The repugicans claim, ad nauseum, that they are the
champions of the original intent of the Founding Fathers, and yet they
have consistently opposed the concept that taxpayer dollars are meant to
“provide for the general welfare of the people;” not churches, not
private religious schools, and definitely not at the expense of public
education. Although the Judge’s ruling was a defeat for school vouchers
and Koch and Art Pope-backed privatization efforts, his portrayal of
charter schools as “not subject to any requirements or standards
regarding the curriculum that they teach, have no requirements for
student achievement, are not obligated to demonstrate any growth in
student performance, and are not even obligated to provide a minimum
amount of instructional time” was priceless, and accurate.
This is not to say that there are no private
religious, or charter schools, providing a decent education to their
“customers,” there are.
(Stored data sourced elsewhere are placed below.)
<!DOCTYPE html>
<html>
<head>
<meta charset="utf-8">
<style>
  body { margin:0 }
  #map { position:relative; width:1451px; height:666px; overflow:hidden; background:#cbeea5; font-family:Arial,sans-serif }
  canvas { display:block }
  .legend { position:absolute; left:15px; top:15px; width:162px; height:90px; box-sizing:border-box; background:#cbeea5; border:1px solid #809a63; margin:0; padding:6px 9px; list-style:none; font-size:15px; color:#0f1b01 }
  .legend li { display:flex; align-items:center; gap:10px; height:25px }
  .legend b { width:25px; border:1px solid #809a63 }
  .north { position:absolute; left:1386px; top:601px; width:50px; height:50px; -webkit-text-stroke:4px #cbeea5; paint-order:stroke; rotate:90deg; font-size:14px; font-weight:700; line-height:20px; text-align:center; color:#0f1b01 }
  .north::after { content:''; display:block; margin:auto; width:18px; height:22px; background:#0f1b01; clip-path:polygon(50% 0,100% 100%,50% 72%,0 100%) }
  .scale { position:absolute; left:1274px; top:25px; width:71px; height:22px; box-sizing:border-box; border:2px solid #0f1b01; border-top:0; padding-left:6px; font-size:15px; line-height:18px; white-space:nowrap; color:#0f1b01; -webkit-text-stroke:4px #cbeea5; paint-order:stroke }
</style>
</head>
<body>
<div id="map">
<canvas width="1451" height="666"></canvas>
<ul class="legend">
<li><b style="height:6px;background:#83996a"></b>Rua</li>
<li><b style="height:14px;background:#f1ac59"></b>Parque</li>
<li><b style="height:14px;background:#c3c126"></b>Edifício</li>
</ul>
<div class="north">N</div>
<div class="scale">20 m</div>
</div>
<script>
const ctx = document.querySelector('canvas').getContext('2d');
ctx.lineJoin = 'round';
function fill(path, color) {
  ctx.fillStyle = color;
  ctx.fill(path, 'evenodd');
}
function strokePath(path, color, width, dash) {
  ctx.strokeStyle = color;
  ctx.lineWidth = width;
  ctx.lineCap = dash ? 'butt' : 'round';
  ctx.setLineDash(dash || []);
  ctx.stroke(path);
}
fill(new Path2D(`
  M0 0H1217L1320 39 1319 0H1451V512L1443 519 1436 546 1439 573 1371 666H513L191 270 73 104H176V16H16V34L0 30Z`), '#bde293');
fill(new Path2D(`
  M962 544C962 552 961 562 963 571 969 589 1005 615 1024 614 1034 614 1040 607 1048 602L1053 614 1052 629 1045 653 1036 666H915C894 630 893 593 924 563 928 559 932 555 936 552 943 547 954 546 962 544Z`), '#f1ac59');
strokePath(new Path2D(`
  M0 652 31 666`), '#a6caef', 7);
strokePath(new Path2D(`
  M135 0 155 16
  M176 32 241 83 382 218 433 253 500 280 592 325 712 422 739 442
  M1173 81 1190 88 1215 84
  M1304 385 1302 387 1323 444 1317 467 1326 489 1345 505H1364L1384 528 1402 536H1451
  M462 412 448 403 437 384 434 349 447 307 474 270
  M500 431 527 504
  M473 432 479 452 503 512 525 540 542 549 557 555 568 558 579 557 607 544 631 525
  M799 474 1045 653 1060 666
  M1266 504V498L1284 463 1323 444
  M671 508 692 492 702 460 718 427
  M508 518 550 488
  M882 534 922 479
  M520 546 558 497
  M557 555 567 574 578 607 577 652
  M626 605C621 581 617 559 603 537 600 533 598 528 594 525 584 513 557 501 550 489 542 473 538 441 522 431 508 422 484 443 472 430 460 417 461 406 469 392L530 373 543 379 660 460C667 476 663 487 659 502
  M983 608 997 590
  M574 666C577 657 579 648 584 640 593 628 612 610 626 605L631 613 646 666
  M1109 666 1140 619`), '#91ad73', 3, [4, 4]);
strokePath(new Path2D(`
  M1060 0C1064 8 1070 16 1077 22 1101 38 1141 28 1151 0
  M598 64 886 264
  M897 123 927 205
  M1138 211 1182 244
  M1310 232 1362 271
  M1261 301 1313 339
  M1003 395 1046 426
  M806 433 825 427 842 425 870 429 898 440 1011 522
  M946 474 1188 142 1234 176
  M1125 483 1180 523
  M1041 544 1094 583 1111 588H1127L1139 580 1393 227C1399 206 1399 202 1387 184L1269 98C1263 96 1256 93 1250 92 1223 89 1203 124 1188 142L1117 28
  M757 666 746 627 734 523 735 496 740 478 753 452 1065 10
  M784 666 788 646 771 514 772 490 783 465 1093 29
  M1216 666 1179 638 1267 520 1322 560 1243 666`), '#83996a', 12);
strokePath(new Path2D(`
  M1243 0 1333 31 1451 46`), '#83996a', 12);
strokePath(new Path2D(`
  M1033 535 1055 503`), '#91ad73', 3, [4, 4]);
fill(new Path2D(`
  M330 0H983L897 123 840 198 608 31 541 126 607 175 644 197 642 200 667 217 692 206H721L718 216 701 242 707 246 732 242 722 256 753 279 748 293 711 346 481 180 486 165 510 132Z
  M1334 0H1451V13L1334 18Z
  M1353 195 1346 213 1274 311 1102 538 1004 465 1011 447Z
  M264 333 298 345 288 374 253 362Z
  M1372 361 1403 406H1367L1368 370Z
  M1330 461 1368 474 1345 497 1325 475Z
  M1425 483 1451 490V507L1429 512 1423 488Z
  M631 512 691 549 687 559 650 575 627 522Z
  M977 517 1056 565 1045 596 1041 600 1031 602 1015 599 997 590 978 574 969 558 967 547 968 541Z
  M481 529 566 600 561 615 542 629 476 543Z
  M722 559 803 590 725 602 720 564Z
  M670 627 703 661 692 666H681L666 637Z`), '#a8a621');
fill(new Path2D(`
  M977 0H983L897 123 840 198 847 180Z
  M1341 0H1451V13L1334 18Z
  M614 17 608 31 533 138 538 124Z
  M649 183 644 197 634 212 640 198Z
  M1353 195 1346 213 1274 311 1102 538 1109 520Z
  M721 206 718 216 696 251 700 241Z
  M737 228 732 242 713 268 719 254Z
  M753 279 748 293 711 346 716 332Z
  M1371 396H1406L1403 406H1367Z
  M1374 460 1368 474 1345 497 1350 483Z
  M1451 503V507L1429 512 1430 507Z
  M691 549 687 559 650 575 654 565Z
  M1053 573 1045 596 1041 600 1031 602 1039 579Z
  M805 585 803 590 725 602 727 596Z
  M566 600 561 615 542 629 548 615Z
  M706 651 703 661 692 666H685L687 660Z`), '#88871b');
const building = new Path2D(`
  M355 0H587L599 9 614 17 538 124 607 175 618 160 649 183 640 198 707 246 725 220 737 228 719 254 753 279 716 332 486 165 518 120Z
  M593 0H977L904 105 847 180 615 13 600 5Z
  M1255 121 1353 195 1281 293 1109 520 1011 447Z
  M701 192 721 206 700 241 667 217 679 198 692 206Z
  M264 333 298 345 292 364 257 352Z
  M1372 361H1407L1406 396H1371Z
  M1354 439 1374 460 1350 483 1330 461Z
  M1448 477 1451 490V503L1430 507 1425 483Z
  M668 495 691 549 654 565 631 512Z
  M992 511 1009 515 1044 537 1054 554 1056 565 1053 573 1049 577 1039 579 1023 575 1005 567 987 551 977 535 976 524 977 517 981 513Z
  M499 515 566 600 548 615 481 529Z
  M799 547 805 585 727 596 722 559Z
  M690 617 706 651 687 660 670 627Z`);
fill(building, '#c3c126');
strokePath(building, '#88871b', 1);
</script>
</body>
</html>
However, they are under no obligation to provide
an education to prepare students to compete with public school students
who are not indoctrinated with anti-science, bastardized history, and
religious mythos. The Founding Fathers were specific that taxpayer money
was to provide for, among other things, the general welfare of the
people that included a sound public education; something repugicans
have decided is the purview of private, for profit, enterprises that are
more often than not religious schools stealing from taxpayers to
inculcate students into the christian delusion.